What you need to do: Every line with "cover" in it must be copied from the data.

Material to process:
+---+

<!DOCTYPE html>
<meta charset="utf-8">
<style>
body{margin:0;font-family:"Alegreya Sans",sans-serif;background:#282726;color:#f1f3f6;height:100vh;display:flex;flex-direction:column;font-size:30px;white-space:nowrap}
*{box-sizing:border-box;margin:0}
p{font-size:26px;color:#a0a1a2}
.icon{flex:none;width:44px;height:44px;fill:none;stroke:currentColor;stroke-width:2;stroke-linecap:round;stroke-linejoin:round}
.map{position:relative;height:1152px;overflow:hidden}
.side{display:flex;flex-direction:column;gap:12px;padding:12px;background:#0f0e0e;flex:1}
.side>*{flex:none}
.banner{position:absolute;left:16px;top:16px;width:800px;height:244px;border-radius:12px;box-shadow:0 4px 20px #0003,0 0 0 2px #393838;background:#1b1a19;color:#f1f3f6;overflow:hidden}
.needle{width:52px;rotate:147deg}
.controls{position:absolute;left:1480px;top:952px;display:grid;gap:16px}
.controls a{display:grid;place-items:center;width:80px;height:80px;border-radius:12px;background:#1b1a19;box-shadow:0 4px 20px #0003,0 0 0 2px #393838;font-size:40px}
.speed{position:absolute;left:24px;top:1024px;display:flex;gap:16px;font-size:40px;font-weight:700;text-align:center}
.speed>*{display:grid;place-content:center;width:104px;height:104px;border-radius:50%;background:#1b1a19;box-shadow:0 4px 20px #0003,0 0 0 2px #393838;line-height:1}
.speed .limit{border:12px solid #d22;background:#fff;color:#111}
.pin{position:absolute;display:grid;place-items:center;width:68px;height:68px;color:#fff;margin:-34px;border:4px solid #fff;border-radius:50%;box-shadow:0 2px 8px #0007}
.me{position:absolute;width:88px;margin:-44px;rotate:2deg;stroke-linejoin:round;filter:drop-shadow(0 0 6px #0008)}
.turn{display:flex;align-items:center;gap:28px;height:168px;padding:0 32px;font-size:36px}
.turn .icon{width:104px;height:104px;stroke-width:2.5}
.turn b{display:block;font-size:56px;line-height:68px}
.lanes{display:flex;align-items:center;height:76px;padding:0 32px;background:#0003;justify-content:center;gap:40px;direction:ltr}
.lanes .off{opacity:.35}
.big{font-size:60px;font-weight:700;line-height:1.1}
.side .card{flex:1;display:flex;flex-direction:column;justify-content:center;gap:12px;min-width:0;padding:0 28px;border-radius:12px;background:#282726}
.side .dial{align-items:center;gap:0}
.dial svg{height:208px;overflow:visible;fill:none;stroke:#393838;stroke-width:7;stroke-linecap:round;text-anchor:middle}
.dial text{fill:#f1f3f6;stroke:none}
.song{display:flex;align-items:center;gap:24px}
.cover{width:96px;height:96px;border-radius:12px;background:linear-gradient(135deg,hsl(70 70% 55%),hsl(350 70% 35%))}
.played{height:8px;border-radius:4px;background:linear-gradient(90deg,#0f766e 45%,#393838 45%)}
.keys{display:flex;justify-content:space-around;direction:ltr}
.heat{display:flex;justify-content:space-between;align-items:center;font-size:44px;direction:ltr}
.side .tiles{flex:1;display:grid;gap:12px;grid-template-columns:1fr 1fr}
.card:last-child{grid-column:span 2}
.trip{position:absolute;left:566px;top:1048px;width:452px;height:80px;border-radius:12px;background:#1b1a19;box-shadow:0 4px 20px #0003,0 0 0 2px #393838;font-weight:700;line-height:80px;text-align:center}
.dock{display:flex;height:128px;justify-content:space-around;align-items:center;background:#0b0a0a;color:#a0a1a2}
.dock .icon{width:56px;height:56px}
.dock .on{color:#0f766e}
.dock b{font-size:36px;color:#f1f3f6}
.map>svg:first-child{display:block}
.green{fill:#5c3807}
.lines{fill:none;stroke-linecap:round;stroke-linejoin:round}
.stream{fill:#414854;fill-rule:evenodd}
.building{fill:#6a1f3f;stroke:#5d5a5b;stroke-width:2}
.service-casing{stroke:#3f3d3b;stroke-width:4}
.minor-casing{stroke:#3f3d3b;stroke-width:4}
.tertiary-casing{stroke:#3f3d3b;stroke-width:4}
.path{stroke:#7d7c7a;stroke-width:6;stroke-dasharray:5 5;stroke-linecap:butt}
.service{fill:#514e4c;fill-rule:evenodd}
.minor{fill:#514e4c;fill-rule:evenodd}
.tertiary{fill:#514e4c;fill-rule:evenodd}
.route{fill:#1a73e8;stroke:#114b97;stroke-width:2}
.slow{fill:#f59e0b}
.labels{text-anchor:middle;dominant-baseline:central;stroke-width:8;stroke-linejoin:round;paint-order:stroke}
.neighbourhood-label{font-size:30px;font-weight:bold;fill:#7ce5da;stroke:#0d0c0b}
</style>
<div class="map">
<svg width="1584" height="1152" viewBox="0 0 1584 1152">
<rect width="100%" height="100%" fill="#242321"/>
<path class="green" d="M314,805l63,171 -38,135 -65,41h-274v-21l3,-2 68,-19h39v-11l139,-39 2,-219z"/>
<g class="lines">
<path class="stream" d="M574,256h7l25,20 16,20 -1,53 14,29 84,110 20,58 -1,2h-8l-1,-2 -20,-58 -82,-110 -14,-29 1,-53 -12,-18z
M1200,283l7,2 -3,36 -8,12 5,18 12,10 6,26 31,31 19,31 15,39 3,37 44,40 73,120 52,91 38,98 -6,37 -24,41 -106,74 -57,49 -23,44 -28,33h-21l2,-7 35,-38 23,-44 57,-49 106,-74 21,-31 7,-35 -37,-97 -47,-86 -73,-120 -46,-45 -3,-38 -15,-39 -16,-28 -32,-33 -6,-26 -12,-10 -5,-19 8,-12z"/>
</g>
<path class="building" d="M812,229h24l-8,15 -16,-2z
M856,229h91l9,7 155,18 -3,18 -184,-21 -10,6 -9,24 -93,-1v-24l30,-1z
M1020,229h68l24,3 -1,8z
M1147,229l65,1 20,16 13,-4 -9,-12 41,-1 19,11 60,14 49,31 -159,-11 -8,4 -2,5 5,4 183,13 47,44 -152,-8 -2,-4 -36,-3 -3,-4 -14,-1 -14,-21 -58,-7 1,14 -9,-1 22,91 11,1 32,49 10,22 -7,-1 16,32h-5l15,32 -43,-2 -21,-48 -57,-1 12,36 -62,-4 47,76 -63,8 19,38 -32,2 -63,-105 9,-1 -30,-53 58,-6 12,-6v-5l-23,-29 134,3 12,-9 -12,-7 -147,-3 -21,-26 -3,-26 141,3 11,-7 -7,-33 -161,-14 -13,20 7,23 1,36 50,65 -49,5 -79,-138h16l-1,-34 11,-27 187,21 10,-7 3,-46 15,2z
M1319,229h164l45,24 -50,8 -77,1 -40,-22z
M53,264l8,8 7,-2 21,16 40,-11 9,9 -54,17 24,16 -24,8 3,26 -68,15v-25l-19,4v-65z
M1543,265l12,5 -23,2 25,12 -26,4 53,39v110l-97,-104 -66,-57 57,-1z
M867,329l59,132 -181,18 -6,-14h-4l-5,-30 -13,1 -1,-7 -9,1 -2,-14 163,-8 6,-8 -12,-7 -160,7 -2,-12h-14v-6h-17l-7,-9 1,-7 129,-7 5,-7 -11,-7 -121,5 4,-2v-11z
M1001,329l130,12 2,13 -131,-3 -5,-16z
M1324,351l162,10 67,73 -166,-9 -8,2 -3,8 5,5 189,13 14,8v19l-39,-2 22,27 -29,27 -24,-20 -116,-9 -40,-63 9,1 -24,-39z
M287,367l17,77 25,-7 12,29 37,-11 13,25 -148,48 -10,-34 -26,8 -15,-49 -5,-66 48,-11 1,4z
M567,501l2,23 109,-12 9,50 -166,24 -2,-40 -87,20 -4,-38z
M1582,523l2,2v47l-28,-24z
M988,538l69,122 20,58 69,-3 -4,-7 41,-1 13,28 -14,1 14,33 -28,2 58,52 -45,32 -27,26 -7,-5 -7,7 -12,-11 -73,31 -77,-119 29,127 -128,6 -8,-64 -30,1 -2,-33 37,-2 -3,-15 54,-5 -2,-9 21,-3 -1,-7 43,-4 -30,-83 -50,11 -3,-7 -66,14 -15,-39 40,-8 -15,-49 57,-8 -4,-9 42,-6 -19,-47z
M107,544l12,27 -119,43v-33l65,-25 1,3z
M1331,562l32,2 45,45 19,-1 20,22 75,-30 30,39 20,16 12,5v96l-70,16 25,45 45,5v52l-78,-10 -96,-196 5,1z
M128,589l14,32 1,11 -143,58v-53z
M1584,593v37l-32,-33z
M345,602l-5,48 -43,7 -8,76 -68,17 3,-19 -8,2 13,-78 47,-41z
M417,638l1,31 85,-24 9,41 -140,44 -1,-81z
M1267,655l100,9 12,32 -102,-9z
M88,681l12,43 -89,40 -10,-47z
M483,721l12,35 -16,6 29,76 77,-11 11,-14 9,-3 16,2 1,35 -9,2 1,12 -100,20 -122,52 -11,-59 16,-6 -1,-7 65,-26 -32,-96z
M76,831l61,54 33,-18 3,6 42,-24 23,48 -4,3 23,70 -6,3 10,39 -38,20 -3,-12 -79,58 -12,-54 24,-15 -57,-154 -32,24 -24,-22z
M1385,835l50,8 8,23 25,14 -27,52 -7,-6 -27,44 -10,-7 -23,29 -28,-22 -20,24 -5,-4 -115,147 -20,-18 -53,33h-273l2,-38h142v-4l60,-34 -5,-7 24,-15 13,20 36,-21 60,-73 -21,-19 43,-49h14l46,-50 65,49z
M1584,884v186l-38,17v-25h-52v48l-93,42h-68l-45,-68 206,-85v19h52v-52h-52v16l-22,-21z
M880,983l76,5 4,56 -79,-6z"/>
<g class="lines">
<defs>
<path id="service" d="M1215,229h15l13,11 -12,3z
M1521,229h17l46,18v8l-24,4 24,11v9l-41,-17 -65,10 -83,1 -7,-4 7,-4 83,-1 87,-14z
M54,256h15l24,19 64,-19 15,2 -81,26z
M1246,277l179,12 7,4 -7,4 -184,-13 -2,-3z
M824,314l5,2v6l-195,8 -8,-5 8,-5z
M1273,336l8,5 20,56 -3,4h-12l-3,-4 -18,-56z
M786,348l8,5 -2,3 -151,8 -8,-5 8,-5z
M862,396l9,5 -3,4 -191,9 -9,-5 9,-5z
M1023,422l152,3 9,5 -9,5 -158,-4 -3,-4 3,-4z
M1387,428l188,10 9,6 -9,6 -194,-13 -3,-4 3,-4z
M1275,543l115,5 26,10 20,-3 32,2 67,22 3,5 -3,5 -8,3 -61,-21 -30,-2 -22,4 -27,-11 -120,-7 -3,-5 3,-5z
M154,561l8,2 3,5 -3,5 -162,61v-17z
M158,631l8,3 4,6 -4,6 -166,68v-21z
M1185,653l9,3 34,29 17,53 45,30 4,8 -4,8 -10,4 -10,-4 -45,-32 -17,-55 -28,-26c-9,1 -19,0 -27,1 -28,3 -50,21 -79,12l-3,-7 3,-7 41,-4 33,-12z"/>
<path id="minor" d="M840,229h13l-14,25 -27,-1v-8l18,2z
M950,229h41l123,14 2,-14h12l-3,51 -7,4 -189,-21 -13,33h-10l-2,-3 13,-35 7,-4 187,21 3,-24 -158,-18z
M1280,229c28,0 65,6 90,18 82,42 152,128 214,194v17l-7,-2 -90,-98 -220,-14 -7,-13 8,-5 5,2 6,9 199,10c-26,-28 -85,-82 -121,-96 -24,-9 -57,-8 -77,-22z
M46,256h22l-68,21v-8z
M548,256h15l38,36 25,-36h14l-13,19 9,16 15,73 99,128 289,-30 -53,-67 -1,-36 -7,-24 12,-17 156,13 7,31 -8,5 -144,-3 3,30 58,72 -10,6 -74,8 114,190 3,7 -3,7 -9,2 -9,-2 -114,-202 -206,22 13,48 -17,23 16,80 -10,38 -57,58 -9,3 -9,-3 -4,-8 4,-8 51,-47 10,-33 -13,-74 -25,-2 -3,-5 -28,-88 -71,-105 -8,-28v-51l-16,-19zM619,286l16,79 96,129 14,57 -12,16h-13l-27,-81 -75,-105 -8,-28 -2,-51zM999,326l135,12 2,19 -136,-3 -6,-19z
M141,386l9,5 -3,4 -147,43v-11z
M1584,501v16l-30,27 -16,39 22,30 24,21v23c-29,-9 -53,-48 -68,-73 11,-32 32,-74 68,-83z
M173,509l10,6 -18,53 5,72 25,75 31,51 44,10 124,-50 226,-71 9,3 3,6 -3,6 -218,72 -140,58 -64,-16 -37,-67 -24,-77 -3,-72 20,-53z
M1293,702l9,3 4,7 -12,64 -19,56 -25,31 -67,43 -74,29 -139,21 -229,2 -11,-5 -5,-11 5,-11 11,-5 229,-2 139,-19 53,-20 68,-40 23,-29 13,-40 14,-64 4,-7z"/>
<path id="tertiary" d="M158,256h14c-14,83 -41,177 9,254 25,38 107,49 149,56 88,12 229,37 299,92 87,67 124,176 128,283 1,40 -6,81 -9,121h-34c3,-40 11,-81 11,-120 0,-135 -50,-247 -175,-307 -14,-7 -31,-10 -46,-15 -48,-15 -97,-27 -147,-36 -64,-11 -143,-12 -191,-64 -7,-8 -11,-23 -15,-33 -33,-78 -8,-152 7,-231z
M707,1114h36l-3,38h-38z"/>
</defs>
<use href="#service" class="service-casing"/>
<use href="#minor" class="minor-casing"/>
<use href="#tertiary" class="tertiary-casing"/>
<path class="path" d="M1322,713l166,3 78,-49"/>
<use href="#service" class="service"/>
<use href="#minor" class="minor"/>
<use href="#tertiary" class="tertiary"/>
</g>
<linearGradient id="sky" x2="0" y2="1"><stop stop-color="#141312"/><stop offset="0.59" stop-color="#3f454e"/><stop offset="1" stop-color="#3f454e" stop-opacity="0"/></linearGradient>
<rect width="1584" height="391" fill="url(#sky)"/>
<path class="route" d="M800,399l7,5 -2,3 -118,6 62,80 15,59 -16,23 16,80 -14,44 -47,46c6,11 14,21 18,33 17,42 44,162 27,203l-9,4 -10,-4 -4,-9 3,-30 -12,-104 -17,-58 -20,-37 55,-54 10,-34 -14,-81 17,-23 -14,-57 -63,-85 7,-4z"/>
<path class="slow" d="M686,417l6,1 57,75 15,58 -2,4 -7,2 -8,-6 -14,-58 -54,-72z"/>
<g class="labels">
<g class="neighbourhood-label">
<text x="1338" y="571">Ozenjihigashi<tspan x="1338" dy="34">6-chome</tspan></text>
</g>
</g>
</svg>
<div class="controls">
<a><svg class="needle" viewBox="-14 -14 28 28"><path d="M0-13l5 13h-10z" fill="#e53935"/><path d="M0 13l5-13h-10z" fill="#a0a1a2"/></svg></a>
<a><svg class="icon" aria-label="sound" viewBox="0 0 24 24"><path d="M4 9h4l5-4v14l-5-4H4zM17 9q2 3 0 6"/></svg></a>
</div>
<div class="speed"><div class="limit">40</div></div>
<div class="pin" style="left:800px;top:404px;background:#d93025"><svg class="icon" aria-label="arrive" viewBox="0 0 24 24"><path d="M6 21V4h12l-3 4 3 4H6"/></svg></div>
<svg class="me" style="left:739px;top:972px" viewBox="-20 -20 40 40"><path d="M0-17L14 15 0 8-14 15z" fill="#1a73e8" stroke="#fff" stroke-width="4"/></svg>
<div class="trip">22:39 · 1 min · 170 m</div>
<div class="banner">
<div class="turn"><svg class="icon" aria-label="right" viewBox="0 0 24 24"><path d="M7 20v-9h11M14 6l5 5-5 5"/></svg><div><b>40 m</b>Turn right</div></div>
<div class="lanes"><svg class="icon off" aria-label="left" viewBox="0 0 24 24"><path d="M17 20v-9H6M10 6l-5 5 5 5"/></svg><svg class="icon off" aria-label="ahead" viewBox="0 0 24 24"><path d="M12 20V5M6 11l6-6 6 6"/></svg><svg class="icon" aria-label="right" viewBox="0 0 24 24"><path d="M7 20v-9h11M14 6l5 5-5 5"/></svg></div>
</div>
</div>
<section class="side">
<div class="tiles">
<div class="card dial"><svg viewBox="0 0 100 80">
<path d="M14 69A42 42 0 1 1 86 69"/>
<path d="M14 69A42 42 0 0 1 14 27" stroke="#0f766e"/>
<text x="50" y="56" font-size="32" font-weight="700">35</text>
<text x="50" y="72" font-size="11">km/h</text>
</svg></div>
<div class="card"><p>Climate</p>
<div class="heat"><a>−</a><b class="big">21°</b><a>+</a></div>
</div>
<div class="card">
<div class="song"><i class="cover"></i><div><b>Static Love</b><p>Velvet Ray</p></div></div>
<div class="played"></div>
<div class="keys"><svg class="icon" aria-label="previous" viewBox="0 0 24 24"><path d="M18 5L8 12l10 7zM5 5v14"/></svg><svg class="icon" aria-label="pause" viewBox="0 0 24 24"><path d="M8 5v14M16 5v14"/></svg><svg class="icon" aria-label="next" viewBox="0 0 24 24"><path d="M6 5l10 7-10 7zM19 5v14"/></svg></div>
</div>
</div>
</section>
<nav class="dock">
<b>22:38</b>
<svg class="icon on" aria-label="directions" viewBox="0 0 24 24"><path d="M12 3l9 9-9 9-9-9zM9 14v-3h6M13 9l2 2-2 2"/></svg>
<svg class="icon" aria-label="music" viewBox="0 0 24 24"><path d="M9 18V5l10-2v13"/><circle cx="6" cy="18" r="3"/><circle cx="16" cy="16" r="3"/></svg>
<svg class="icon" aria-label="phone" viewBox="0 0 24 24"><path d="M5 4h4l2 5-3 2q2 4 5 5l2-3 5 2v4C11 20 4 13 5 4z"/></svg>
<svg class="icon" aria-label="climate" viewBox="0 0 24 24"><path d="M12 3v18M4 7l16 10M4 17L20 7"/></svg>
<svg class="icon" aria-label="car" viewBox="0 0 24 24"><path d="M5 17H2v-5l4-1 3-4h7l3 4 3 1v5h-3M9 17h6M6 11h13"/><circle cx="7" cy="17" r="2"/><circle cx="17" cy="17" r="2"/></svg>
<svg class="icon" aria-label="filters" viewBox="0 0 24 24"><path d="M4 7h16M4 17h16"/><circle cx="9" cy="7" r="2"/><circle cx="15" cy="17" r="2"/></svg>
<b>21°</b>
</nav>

+---+

Result:
.cover{width:96px;height:96px;border-radius:12px;background:linear-gradient(135deg,hsl(70 70% 55%),hsl(350 70% 35%))}
<div class="song"><i class="cover"></i><div><b>Static Love</b><p>Velvet Ray</p></div></div>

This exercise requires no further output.